# Work to complete:
Output what the records say, word for word, with no images.
━━━ Extracted records ━━━
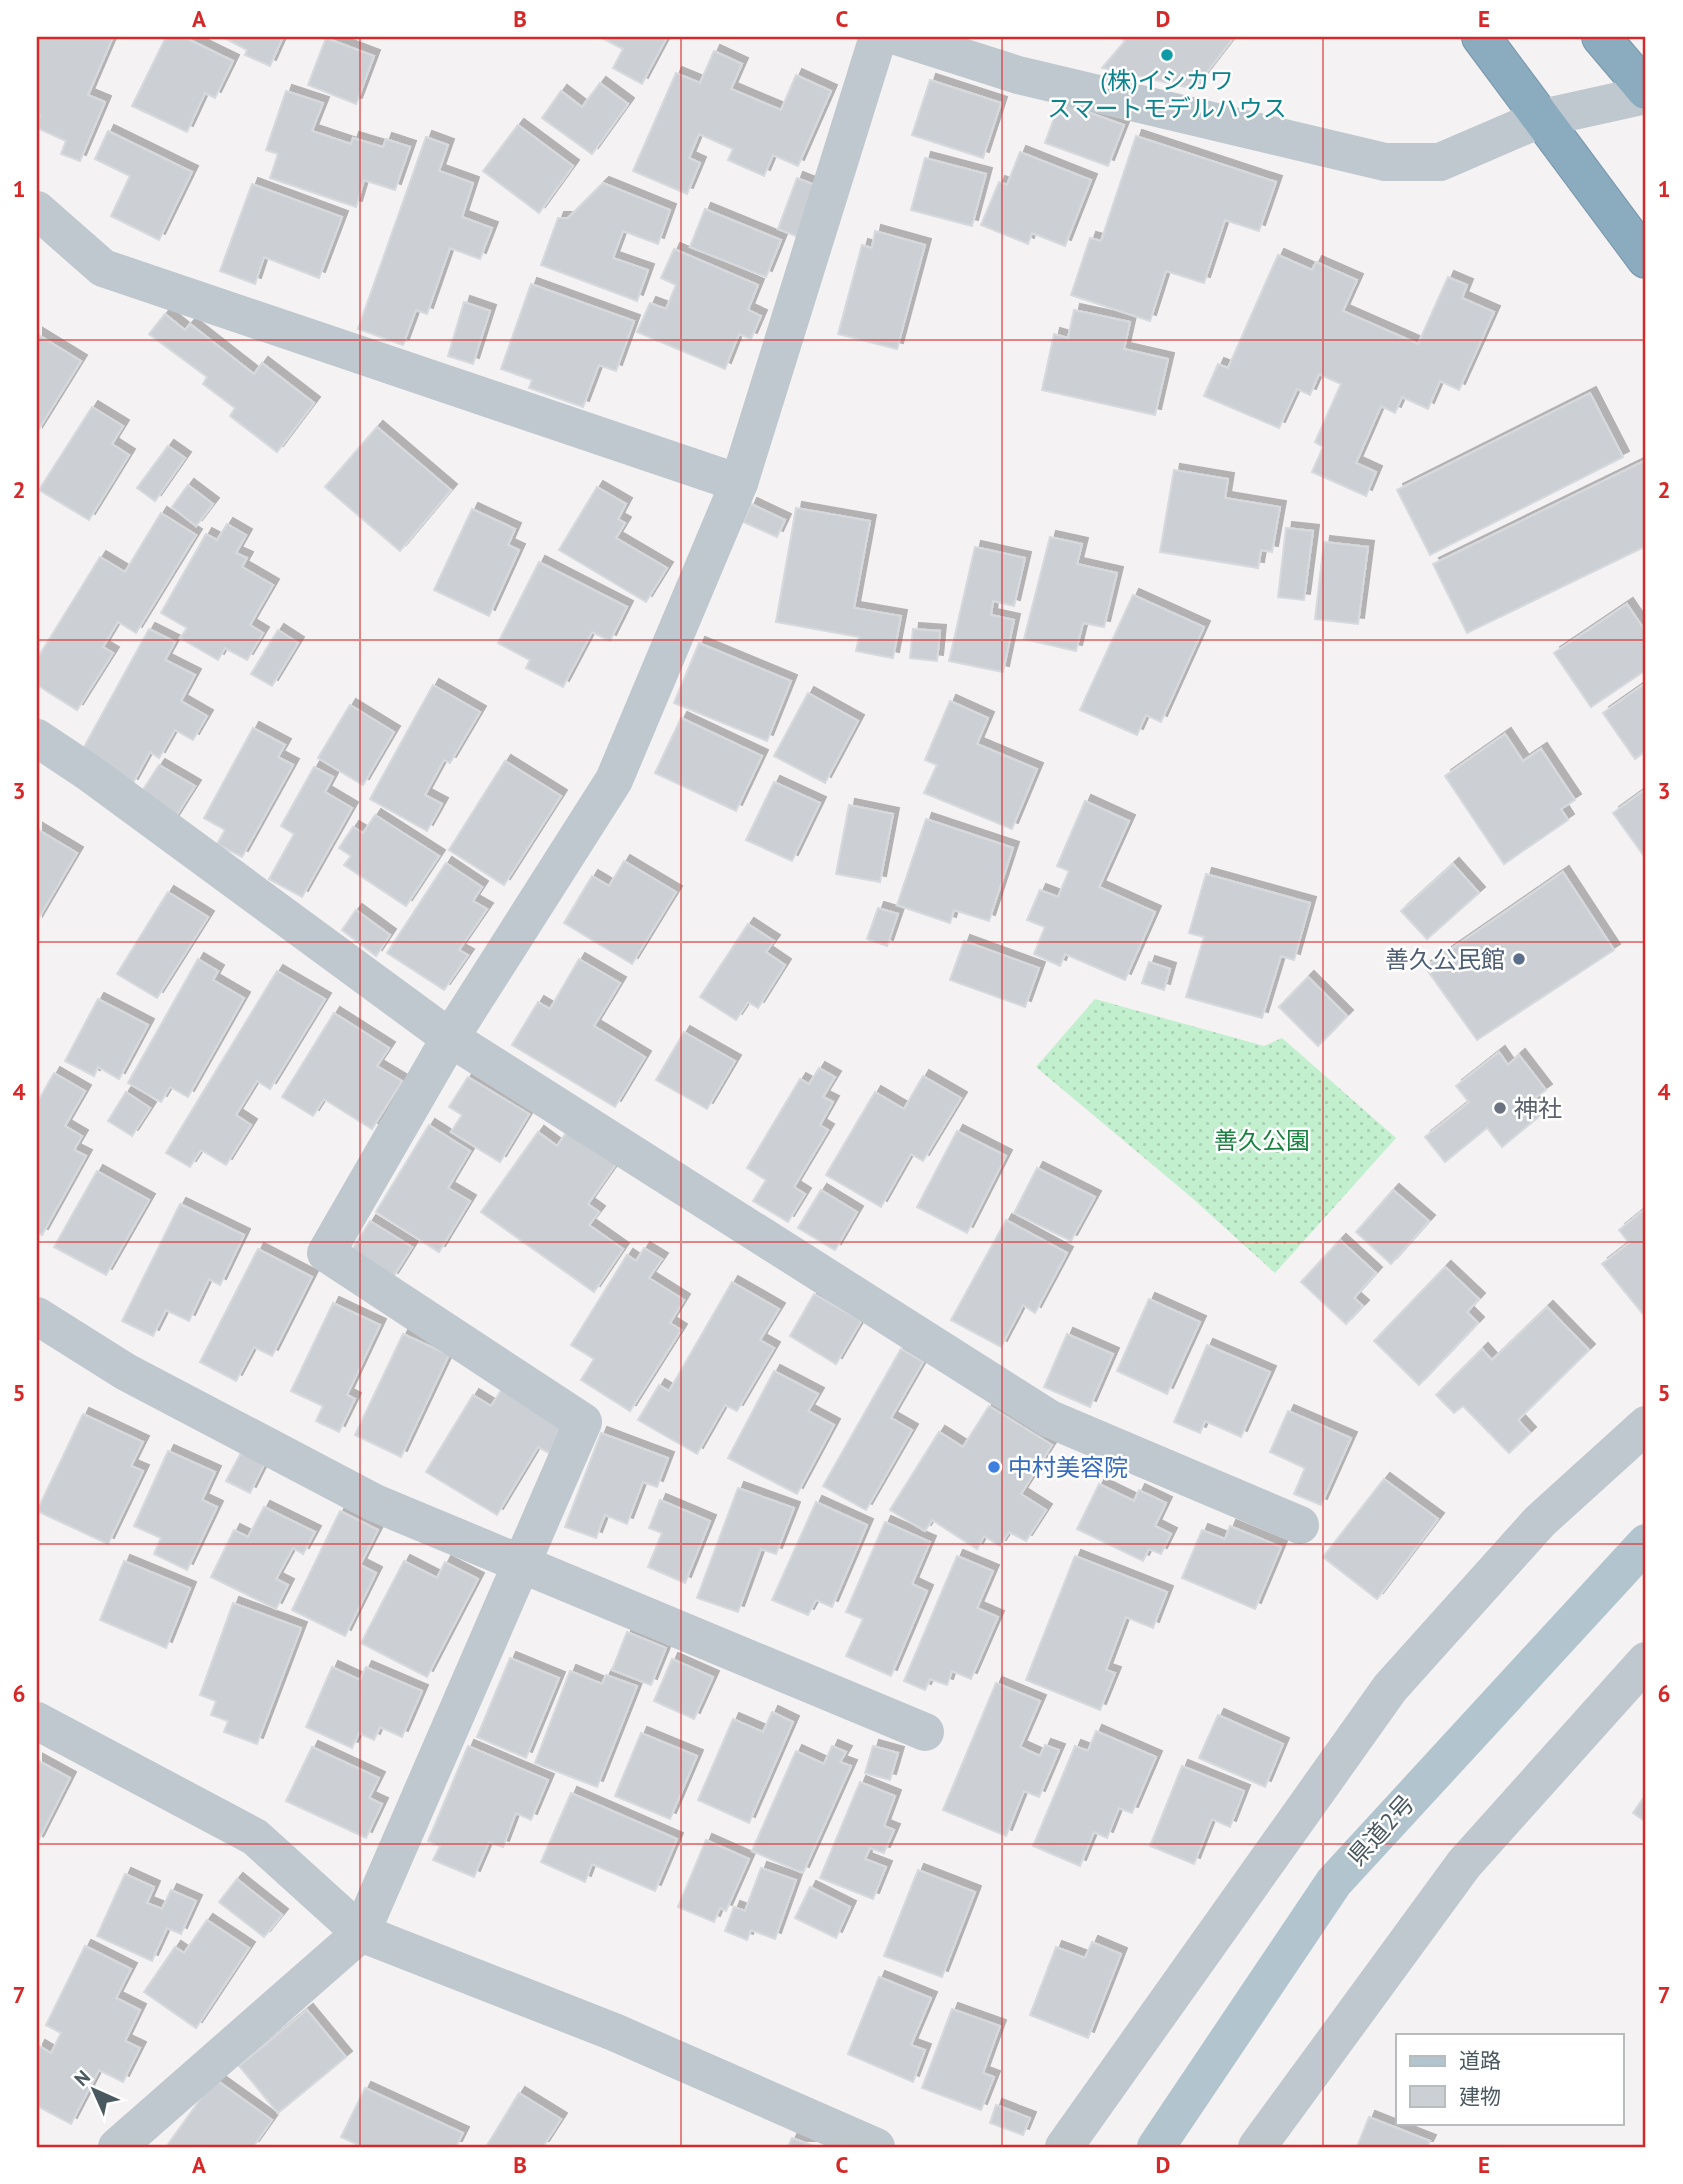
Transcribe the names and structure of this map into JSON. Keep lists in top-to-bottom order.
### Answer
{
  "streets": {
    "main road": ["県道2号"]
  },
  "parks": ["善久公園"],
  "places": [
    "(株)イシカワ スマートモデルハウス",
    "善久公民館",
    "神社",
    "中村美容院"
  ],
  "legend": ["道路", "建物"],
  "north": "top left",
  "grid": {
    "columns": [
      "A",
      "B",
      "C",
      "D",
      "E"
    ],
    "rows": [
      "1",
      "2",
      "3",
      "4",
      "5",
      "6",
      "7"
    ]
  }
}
━━━
# Task output:
Transcribe the names and structure of this map into JSON. Keep lists in top-to-bottom order.
### Answer
{
  "streets": {
    "main road": ["県道2号"]
  },
  "parks": ["善久公園"],
  "places": [
    "(株)イシカワ スマートモデルハウス",
    "善久公民館",
    "神社",
    "中村美容院"
  ],
  "legend": ["道路", "建物"],
  "north": "top left",
  "grid": {
    "columns": [
      "A",
      "B",
      "C",
      "D",
      "E"
    ],
    "rows": [
      "1",
      "2",
      "3",
      "4",
      "5",
      "6",
      "7"
    ]
  }
}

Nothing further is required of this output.